For A=3 and B=5, tt=6. Now, what is 6? 6 is 3*2, and also 5+1. I repeated the experiment with other values, using a sheet of paper, and got the following table:

We can see a pattern: tt = A*n and tt = B*m + 1. In other words, tt % A == 0 and tt % B == 1.

That’s basically the definition of modular multiplicative inverse :

The modular multiplicative inverse (modulo M)
    of an integer a
    is an integer x
such that:

ax = 1 (mod M)

If we combine that definition with our equations:

a*x % M == 1

tt % B == 1
tt % A == 0

A=a
B=M
tt=a*x

Therefore, we just need to find x: the modular multiplicative inverse of A modulo B, and tt is just tt = A * x.

Here I didn’t show any Rust code because it doesn’t look exactly nice. Since I had to use BigInts again, and this time the task was not trivial, the code became pretty messy pretty fast. For example, we must add an ampersand (&) when doing any operation with BigInts because otherwise the BigInt is literally moved away and doesn’t exist under the old name anymore:

let mut t = &a.p - &a.t;
let mut steps = &p / &a.p;

Also, I forgot to consider the case where two doors share a common factor: A=6 B=10 repeat every 30 seconds, which I got right, but the value of tt is not the one we get using the modular inverse formula.
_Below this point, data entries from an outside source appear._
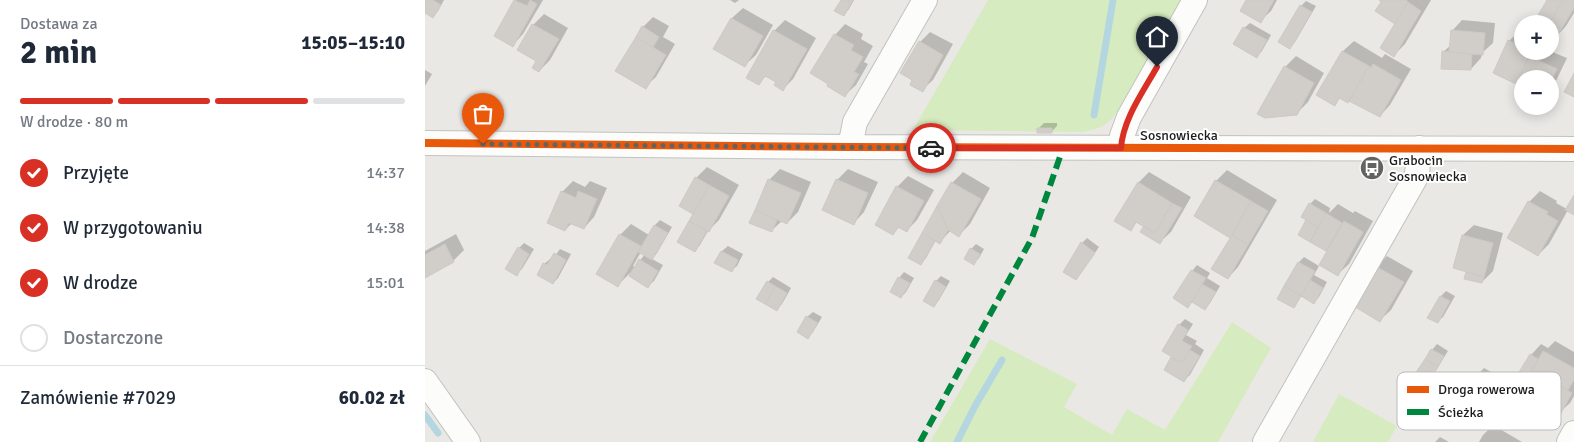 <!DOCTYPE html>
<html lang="pl">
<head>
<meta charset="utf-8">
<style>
	:root { --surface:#fff; --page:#f2f2f3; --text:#1f2937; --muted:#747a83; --line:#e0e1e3; --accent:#d93025 }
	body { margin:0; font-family:Signika,sans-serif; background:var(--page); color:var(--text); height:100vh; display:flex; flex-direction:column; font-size:19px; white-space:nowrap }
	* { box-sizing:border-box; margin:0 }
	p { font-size:16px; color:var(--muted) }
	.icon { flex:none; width:28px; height:28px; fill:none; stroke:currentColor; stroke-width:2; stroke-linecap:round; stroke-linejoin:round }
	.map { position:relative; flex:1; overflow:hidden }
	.drawer { display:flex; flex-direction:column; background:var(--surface); width:425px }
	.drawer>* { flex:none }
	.fabs { position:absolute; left:1089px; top:15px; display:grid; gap:10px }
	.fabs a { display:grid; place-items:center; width:45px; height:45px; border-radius:50%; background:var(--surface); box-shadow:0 2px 12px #0003; font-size:25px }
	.pin { position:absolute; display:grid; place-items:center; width:42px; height:42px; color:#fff; margin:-51px -21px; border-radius:50% 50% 50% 0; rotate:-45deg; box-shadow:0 0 5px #0007 }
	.pin .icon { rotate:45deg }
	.courier { position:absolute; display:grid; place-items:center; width:50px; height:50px; margin:-25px; border:4px solid #d93025; border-radius:50%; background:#fff; color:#222; box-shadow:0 1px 6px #0007 }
	.summary em { font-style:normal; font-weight:700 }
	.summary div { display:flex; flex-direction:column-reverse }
	.summary { display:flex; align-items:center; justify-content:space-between; height:85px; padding:0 20px }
	h1 { font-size:32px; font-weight:700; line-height:38px }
	.bar { display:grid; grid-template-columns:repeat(4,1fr); gap:8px 5px; align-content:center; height:60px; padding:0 20px }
	.bar i { height:6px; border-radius:4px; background:var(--line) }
	.bar .selected { background:var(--accent) }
	.bar p { grid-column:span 4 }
	.line { display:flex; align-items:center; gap:12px; padding:0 20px; border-top:1px solid var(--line) }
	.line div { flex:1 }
	ol { padding:0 20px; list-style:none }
	li { display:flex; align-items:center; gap:15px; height:55px }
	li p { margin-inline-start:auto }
	li .icon { padding:5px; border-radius:50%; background:var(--accent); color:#fff; stroke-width:4 }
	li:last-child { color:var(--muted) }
	li i { width:28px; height:28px; border:2px solid var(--line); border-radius:50% }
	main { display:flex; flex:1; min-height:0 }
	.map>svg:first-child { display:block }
	.grass { fill:#d6ebbf }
	.shadow { fill:#0003; fill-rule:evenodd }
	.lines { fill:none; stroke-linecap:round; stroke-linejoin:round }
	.stream { stroke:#b3d6e0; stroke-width:7 }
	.building { fill:#d1ceca; stroke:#cdc9c5 }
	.minor-casing { stroke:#c2c2c0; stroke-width:26 }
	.minor { stroke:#fcfcfb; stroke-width:24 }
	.quiet { stroke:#00873e; stroke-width:6; stroke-dasharray:12 6; stroke-linecap:butt }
	.cycleway-casing { stroke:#fff; stroke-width:11 }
	.cycleway { stroke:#e8590c; stroke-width:8 }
	.done { stroke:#636361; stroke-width:5; stroke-dasharray:0 9 }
	.route { stroke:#d93025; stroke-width:6 }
	.labels { text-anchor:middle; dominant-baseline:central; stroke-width:4; stroke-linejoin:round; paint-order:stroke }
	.street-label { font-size:14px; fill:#1b1b1b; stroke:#fff }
	.poi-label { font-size:14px; fill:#1b1b1b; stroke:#fff; text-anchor:start }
	.key { fill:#fff; stroke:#bbb; stroke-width:1 }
	.key-label { font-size:14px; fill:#1b1b1b }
</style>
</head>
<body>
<main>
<section class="drawer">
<div class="summary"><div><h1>2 min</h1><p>Dostawa za</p></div><em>15:05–15:10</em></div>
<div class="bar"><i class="selected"></i><i class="selected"></i><i class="selected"></i><i></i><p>W drodze · 80 m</p></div>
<ol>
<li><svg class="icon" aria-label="check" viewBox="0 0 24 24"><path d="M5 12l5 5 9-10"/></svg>Przyjęte<p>14:37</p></li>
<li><svg class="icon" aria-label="check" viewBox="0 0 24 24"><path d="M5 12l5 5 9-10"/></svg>W przygotowaniu<p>14:38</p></li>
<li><svg class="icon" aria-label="check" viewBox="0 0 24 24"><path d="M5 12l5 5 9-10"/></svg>W drodze<p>15:01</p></li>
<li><i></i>Dostarczone</li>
</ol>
<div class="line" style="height:65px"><div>Zamówienie #7029</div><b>60.02 zł</b></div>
</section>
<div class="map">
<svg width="1149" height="442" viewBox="0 0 1149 442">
	<rect width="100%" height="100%" fill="#eae8e4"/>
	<path class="grass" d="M563 0H761L696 115 692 112C684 125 672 130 657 132L488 130Z
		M807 322 846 348 793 442H505L565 339 652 384 639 407 687 435 702 409 740 430Z
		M914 394 972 426 963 442H888Z"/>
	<path class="shadow" d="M0 0H19L13 11 8 16 0 12Z
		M91 0H118L98 34 88 45 71 36Z
		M305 0H314L310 3Z
		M417 0H429L424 9 419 15Z
		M823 0H852L846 11 835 21Z
		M956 0H1006L980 44 969 55 972 23Z
		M1124 0H1149V13L1141 26 1131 37 1125 33Z
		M881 1 891 6 870 42 865 47 876 6Z
		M318 8 348 25 331 55 320 65 290 48 307 18Z
		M119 14 143 28 125 60 114 71 112 61 94 50 108 25Z
		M228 17 244 26 238 37 250 44 231 77 220 87 192 71 218 27Z
		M360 20 391 38 368 79 358 89 352 81 342 75 334 83 349 31Z
		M1037 20 1070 23 1068 43 1057 53 1056 58 1046 69 1018 52 1026 45 1027 31Z
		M825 23 846 35 837 51 832 56 819 28Z
		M420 24 438 34 436 39 448 46 439 62 443 64 431 85 420 95 410 35Z
		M1095 30 1098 31V51H1125L1142 58 1129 85 1125 89V79L1084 41Z
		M505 32 528 44 508 80 497 90 489 80 495 42Z
		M929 41 957 58 960 54 986 69 965 105 955 116 924 99 916 97 910 104 893 95 918 51Z
		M871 56 899 73 883 102 872 113 860 67Z
		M0 70 7 74 0 86Z
		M619 123H632V126L626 132 614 128Z
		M282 167 314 185 294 220 283 231 275 245 270 251 254 242 270 214 271 178Z
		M355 169 386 182 373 212 362 223 357 221 346 231 326 222 344 180Z
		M423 169 453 182 439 212 429 223 412 180Z
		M802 170 852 200 813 267 803 278 807 237 770 216 791 181Z
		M538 172 565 188 545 224 534 235 526 230 515 242 511 240 501 258 496 264 485 258 527 183Z
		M724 172 766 197 746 232 735 242 721 226 713 221 706 229 714 182Z
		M483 176 509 190 492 220 482 230 475 226 468 234 451 225 472 187Z
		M148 181 160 187 165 181 182 188 169 217 159 228 147 223 140 230 137 192Z
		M1115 191 1132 201 1131 203 1142 209 1149 197V214L1143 210 1124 244 1113 255 1104 202Z
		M890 199 905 208 904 213 913 204 928 213 930 211 948 221 924 264 913 274 903 251 874 234 883 220 885 204Z
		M235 220 247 227 232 253 227 259 238 265 229 281 223 286 208 270 193 285 173 273 195 235 206 224 224 235 230 225ZM216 252 220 254 210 267 208 266Z
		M1049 225 1078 233 1068 271 1057 282 1041 278 1042 271 1038 235Z
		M31 234 39 250 28 261 0 277V251Z
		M662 238 674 247 656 273 640 271 657 243Z
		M99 243 109 249 97 269 91 274 94 248Z
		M551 244 559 249 554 258 549 263 546 249Z
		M303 246 318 254 312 266 306 271 291 263 297 251Z
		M135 249 146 254 133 278 128 283 119 264 125 259 127 260Z
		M962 256 988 271 966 310 955 320 951 267Z
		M879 257 894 266 889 275 902 282 894 297 889 302 877 295 869 307 874 262Z
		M772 265 785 273 782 278 795 286 785 303 780 308 768 301 763 306 750 298 767 271Z
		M479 272 489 278 481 292 476 297 474 278Z
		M516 276 525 281 514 300 509 306 511 281Z
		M348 277 366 288 357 304 352 309 343 282Z
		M1021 291 1030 296 1018 317 1012 322 1004 317 1016 296Z
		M388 312 397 317 388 332 383 337 382 317Z
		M760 319 768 324 761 335 772 341 770 344 779 350 765 375 759 380 740 369 748 356 739 351 754 325Z
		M1130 341 1149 352V396L1145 403 1134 413 1085 385 1075 404 1065 415 1049 378 1059 368 1088 384 1106 355 1116 344 1123 348Z
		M1012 344 1023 351 1006 378 1001 384 1007 350Z
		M1068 425 1097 442H1054L1058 435Z
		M1015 437 1024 442H1010Z"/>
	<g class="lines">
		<path class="stream" d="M669 115 688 0
			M0 415 13 433
			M532 442 550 406 577 360"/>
	</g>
	<path class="building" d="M0 0H8L16 5 8 18 0 13Z
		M89 0 102 6 105 0 112 4 88 47 69 36Z
		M416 0H428L419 16 409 11Z
		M821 0H849L836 23 815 11Z
		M954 0H981L983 2 970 24 950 11 956 2Z
		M1122 0H1138L1124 24H1108Z
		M1138 0H1149V8L1131 38 1125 35V24H1124Z
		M983 2 996 11 969 57 955 48Z
		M875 5 887 12 865 49 853 42Z
		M306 18 338 36 320 67 288 49Z
		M107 24 134 39 114 72 107 68 111 61 92 50Z
		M217 26 234 37 228 47 211 37Z
		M818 27 842 40 832 58 808 44Z
		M348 30 382 49 358 91 349 85 351 82 340 76 334 85 321 78Z
		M1026 30 1060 33 1058 55 1024 52Z
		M409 34 429 45 426 50 438 57 429 72 434 74 420 97 402 86 403 84 385 73Z
		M211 37 241 55 221 89 190 71Z
		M1083 40 1098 47V51H1107L1091 84 1068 73Z
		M494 41 518 55 498 92 485 85 487 80 475 73Z
		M917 51 944 66 923 103 914 98 910 106 891 95Z
		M1017 51 1047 54 1046 70 1016 69Z
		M1104 56 1132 69 1125 84V79H1098V87L1091 84Z
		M948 64 976 80 955 117 924 101 944 66 946 68Z
		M859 66 889 83 872 115 840 118 832 114Z
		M1149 73V97L1139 92Z
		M612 128H627V133H612Z
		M270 177 284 185 268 214 254 206Z
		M343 179 376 193 362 224 330 210Z
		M411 179 443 193 429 225 397 210Z
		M790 180 826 201 805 238 769 216Z
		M526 182 556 199 534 237 523 230 512 206Z
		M713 182 747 203 730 233 711 222 706 231 689 221Z
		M284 185 304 196 284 232 264 221Z
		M471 186 499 201 482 232 473 227 468 235 450 225Z
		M136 191 151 198 153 191 172 199 159 229 144 223 140 231 122 223Z
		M1149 195V215L1140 210Z
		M826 201 843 211 823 245 807 235Z
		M1103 201 1123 212 1121 214 1133 221 1113 256 1082 238Z
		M747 203 757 208 735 244 715 232 719 226 730 233Z
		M884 203 901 213 893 227 876 217Z
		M512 206 523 230 515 244 497 233Z
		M330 210 352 220 347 232 324 223Z
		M901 213 917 223 901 251 885 242Z
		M881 220 893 227 885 242 873 235Z
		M264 221 282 231 270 252 252 242Z
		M919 221 938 232 913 276 894 265Z
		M229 225 243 233 227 260 213 252Z
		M497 233 510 241 496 265 483 258Z
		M194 234 216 246 193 287 171 274Z
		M807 235 823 245 803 279 786 269Z
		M1037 235 1068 243 1059 277 1028 268Z
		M656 242 670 253 651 280 638 272Z
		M20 244 29 262 0 278V255Z
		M93 247 104 254 92 276 80 269Z
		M545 248 555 254 549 265 539 259Z
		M296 251 313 260 307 272 289 263Z
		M129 253 141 260 128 284 112 275 118 263 122 265Z
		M214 259 233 271 223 288 204 276Z
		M873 262 890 271 876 296 859 286Z
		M950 266 979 282 955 322 927 305Z
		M766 270 781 278 763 308 748 298Z
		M1041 272 1059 277 1057 283 1039 279Z
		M473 277 485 283 476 298 465 292Z
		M510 280 521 287 509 307 498 301Z
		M885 280 898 288 889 304 876 296Z
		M342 281 350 286 340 304 331 299Z
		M777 284 791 292 780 310 767 302Z
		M350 286 362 293 352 311 340 304Z
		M859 286 876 296 869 308 852 299Z
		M1015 296 1025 301 1013 323 1002 318Z
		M381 316 393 323 383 339 372 332Z
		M753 324 763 330 757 341 767 346 757 363 737 351Z
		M1006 349 1019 356 1013 367 1000 359Z
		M765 350 775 356 759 382 739 370 746 357 757 363Z
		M1118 351 1149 368V380L1143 390 1107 370Z
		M1105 354 1113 359 1107 370 1111 372 1099 394 1085 387Z
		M1000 359 1013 367 1001 385 988 377Z
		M1111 372 1147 393 1135 415 1099 394Z"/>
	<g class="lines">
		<g class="minor-casing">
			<path id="minor" d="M0 143 425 147 1149 149
				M425 147 430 122 500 0
				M696 148 697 136 704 117 770 0
				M0 381 43 442
				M840 442 992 175 994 148
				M1144 442 1149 433"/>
		</g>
		<use href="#minor" class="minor"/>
		<path class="quiet" d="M495 442 607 238 638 148"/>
		<g class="cycleway-casing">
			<path id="cycleway" d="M0 143 425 147 1149 149"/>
		</g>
		<use href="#cycleway" class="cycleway"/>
	</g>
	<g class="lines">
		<path class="done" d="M58 144 506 148"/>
		<path class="route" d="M506 148H696C698 119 718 92 732 67"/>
	</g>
	<defs>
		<g id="bus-disc" transform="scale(1.25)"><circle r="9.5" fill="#636361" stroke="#fff"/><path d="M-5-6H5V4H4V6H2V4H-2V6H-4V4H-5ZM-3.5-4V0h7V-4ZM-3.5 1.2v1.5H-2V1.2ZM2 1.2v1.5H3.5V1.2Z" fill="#fff"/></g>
	</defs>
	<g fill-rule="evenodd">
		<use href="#bus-disc" x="947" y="168"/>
	</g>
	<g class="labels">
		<g class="street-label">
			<text x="754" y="135">Sosnowiecka</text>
		</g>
		<g class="poi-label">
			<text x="964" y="160">Grabocin<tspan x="964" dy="16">Sosnowiecka</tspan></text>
		</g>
	</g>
	<rect x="972" y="372" width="164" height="58" rx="8" class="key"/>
	<rect x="982" y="386" width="22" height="7" fill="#e8590c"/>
	<rect x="982" y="409" width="22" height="6" fill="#00873e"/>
	<g class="key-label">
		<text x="1013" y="394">Droga rowerowa</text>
		<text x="1013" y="417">Ścieżka</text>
	</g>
</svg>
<div class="fabs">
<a>+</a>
<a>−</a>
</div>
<div class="pin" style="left:58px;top:144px;background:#ea580c"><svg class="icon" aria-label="bag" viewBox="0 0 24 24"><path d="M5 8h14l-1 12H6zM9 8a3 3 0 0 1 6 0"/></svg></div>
<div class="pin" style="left:732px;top:67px;background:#1f2937"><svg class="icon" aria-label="home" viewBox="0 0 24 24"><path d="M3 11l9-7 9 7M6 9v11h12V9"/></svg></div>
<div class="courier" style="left:506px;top:148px"><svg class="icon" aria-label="car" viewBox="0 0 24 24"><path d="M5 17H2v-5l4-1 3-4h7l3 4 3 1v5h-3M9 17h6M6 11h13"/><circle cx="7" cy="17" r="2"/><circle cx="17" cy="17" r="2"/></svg></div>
</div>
</main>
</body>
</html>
Luckly I could just fallback to the old bruteforce algorithm in that case, and it worked better than I expected.

I have to admit that at some point I thought about just switching to Python, because this challenge can be solved applying a few mathematical formulas so there is little benefit in using Rust.

P09

Unscramble a photo.

This was fun, because I had an algorithm in mind but it didn’t work at all, it was a complete failure. My idea was to sort the columns to minimize the difference between one column and its surroundings. This difference was calculated as the sum of the differences in color between one pixel (x=0, y=0) and the corresponding pixel in the next column (x=0, y=1):

fn similarity(&self, a: &Vline) -> f64 {
    let mut x = 0.0;
    for i in 0..self.pixels.len() {
        x += pixel_diff(&self.pixels[i], &a.pixels[i]);
    }

    x
}
fn pixel_diff(a: &Rgb<u8>, b: &Rgb<u8>) -> f64 {
    let mut x = 0.0;
    for (ca, cb) in a.channels().iter().zip(b.channels()) {
        let ca = *ca as f64;
        let cb = *cb as f64;
        x += f64::abs(ca - cb);
    }

    x
}

But as I said, it didn’t work as expected, the image was indistinguishable from the scrambled one. But don’t worry, I always have more ideas. The next idea was to sort the image using diagonal lines as guides. In the test image there are a few obvious ones just below the QR Code. This is the result of sorting by of one of these lines (I forgot which one):

Imgur

Also, check out this short animation where I try to find an optimal threshold:

https://imgur.com/tkAscEj

As you can see, this almost works. At that point I could have tried to improve my algorithm, perhaphs looking for multiple guide-lines, or doing some color-based clusterization, but since I could almost see the QR code and I heard that these codes have nice error correction, I tried to scan it. It didn’t work. But I thought that I can manually reconstruct the missing bits, since the image is almost sorted anyway, and I have seen people reconstructing a QR code from less than that . So I decided to make a tool to help me sort the image line by line.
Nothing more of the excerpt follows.